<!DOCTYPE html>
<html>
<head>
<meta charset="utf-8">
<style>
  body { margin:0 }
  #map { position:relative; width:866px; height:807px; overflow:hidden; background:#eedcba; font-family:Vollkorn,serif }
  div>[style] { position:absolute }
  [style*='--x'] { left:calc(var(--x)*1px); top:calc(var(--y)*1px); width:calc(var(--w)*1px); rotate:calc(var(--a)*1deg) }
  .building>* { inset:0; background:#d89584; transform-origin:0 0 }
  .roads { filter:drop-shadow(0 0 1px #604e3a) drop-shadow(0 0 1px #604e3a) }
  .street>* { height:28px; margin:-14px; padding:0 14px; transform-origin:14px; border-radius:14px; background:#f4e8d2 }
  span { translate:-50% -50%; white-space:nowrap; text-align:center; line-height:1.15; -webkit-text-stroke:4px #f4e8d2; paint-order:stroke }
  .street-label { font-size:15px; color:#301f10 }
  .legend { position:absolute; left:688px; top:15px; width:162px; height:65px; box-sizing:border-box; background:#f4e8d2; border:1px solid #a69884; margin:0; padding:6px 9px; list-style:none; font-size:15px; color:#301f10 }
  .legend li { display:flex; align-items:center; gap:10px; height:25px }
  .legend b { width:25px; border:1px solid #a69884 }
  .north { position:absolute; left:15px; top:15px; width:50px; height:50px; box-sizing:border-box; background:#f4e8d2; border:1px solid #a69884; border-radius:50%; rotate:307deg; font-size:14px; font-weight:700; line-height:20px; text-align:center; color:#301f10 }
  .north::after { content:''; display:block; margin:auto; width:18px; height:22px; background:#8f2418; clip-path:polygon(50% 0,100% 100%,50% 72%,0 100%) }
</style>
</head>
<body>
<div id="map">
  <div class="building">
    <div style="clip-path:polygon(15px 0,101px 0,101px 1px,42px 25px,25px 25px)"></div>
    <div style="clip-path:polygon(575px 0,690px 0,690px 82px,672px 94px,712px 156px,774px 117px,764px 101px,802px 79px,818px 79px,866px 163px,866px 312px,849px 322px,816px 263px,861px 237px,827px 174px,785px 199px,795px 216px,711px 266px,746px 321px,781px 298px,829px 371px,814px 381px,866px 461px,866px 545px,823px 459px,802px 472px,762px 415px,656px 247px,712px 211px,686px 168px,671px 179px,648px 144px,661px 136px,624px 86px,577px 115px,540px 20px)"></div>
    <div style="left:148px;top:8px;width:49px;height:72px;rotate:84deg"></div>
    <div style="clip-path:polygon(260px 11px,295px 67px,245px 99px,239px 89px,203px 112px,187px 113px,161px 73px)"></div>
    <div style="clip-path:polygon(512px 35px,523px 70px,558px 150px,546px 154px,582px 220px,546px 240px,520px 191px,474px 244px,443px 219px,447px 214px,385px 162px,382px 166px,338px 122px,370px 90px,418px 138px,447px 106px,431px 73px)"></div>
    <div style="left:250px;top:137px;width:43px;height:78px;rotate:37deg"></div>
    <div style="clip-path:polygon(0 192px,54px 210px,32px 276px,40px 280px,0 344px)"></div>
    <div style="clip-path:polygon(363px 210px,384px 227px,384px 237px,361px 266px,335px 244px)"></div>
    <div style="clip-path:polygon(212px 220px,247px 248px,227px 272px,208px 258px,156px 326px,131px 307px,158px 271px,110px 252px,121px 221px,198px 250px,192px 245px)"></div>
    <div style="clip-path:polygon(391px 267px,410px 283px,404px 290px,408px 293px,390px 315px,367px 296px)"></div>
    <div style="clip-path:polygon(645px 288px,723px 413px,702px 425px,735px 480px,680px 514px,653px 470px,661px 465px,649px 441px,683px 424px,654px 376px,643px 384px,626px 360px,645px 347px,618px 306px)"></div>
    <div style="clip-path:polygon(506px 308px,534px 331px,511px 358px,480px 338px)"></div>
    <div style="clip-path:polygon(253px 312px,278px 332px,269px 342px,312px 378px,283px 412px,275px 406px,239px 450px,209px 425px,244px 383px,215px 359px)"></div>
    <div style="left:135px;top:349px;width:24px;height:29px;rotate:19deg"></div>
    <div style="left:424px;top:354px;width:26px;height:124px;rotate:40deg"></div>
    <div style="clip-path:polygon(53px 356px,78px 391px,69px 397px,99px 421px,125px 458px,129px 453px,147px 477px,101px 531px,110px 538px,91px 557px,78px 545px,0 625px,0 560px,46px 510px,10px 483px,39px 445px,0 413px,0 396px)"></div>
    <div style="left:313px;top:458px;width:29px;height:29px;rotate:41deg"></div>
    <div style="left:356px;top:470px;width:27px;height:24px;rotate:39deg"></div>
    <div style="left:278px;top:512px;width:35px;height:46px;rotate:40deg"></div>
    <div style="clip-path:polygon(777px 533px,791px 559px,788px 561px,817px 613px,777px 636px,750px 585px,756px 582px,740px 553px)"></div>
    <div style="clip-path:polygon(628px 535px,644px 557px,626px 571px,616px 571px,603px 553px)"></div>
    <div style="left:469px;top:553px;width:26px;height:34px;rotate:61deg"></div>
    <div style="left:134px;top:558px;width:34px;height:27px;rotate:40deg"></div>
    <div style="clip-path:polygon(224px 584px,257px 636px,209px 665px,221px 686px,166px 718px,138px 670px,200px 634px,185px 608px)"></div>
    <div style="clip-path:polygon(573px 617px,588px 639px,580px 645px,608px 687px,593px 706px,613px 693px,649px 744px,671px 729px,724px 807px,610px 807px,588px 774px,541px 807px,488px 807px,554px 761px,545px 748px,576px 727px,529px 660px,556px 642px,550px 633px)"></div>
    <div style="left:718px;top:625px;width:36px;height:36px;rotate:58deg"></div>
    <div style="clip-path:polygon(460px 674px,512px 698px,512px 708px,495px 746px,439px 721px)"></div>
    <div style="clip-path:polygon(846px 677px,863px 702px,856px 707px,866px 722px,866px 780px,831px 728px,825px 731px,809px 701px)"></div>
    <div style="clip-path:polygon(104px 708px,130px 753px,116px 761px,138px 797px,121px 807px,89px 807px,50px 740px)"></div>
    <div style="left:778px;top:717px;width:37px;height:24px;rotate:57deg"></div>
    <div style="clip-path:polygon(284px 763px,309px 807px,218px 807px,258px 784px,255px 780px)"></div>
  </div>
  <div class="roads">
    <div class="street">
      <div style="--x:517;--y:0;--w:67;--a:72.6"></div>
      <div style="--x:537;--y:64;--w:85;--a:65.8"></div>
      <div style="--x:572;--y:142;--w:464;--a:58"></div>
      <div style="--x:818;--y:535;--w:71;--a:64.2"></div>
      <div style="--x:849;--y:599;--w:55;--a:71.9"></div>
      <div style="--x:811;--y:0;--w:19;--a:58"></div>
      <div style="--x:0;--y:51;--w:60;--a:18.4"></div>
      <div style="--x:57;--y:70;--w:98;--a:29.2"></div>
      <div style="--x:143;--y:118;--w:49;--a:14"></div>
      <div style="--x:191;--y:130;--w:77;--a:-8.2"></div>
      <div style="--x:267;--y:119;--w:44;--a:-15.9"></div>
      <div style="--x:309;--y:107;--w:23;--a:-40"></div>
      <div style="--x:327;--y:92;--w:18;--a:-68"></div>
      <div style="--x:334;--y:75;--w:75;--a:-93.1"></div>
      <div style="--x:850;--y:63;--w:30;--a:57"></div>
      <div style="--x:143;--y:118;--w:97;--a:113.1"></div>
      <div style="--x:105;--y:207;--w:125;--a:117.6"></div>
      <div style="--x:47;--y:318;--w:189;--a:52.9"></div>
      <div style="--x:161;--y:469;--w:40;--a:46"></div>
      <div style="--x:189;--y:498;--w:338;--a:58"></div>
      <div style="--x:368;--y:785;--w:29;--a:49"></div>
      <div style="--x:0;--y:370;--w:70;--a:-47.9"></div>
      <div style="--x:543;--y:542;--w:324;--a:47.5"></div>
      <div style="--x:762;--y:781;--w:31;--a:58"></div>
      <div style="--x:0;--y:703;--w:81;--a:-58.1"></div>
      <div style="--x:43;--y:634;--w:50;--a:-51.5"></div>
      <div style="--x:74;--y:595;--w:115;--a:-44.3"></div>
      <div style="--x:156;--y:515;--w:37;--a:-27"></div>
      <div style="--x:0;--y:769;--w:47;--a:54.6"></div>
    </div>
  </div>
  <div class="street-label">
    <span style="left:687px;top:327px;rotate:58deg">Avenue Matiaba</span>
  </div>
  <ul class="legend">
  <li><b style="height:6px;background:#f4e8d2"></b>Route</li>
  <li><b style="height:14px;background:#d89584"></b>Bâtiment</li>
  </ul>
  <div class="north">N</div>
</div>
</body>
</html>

____

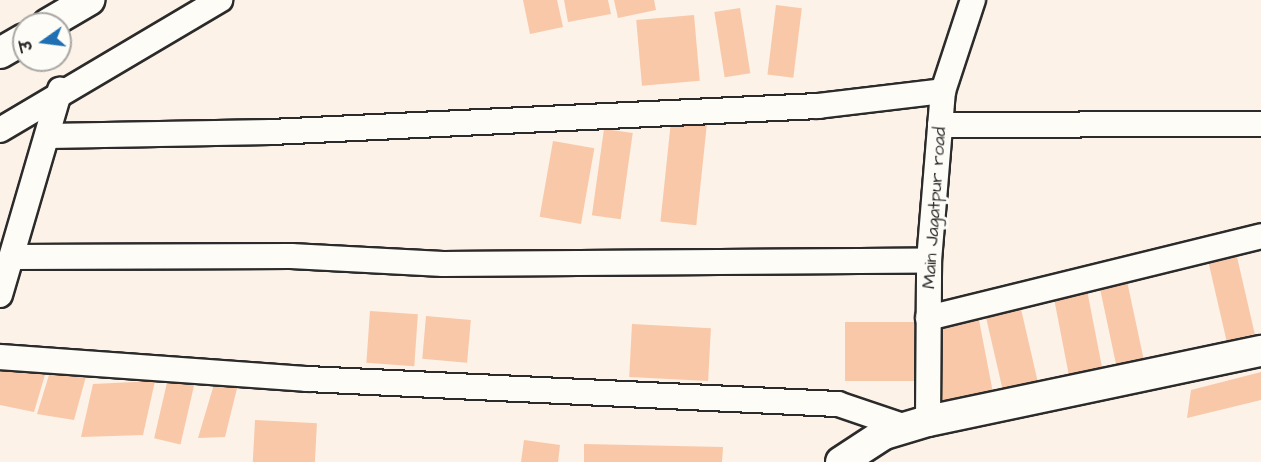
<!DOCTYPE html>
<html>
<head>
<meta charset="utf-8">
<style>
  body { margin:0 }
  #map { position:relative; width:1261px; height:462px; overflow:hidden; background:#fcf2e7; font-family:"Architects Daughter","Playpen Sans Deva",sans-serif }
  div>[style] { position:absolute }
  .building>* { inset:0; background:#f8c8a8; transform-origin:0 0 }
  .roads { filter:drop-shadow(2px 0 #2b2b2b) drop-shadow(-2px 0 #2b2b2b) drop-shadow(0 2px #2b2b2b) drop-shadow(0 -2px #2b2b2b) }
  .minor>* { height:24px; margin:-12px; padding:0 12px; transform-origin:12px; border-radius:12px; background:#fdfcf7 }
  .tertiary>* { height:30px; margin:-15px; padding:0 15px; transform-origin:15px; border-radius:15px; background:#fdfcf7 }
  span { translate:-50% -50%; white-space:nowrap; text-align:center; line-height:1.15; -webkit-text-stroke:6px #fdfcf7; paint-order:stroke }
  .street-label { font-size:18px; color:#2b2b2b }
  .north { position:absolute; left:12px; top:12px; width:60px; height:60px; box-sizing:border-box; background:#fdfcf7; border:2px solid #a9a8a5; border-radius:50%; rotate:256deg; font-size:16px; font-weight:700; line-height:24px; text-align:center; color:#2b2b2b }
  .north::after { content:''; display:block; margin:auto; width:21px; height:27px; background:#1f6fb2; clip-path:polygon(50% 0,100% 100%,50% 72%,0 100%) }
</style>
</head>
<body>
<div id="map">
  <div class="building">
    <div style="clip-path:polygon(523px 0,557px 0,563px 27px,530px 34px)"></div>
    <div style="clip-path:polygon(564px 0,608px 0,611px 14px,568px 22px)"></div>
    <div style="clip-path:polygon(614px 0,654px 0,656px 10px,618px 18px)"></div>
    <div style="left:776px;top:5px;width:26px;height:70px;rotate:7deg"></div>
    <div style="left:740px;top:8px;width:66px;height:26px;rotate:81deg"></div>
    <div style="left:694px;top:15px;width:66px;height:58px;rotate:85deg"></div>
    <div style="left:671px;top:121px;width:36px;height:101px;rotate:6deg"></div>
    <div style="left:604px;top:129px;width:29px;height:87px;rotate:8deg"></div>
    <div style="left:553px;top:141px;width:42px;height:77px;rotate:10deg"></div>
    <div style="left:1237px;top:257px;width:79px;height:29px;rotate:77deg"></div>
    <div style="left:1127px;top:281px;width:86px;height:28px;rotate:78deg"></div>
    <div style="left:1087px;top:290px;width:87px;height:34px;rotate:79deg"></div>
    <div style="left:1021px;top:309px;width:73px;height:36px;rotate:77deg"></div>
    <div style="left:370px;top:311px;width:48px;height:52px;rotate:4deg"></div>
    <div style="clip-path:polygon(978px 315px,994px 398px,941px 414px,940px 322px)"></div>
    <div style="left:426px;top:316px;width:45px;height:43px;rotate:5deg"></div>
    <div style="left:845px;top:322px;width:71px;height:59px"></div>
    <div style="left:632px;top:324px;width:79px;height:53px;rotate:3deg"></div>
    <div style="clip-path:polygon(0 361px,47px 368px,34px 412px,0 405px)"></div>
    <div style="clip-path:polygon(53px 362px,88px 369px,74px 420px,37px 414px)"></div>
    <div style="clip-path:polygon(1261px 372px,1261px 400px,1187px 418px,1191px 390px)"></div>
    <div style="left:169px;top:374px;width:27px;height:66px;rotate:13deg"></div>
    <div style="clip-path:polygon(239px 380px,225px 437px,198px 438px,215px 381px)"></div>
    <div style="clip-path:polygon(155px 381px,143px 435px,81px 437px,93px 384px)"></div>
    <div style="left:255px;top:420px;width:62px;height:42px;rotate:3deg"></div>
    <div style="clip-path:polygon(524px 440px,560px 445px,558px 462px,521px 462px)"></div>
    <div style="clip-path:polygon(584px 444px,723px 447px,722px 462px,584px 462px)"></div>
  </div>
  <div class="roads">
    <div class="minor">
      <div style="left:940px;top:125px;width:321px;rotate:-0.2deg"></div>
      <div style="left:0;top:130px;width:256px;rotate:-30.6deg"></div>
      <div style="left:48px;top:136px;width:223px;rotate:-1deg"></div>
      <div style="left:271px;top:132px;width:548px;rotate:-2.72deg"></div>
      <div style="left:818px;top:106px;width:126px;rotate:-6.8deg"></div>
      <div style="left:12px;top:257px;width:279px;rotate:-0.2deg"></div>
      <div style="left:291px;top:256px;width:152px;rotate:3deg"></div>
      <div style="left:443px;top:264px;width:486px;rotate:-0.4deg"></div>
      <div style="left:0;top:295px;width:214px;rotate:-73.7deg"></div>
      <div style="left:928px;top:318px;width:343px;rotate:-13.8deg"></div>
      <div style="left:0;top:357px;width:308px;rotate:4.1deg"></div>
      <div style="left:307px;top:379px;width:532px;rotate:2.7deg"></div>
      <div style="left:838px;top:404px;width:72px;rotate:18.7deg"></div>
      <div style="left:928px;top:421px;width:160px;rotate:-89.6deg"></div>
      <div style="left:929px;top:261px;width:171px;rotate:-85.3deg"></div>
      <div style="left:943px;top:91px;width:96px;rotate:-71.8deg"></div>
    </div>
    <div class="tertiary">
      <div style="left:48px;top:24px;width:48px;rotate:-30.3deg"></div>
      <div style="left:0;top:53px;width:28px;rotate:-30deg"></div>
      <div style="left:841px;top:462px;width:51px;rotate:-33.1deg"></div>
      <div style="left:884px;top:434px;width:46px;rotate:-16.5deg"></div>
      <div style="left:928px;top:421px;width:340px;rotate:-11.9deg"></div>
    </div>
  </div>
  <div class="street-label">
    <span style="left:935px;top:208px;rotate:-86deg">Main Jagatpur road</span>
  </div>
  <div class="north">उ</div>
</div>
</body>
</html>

____

For the string "family", go through the entries above and copy each line where it occurs.

#### Solution to the problem
  #map { position:relative; width:866px; height:807px; overflow:hidden; background:#eedcba; font-family:Vollkorn,serif }
  #map { position:relative; width:1261px; height:462px; overflow:hidden; background:#fcf2e7; font-family:"Architects Daughter","Playpen Sans Deva",sans-serif }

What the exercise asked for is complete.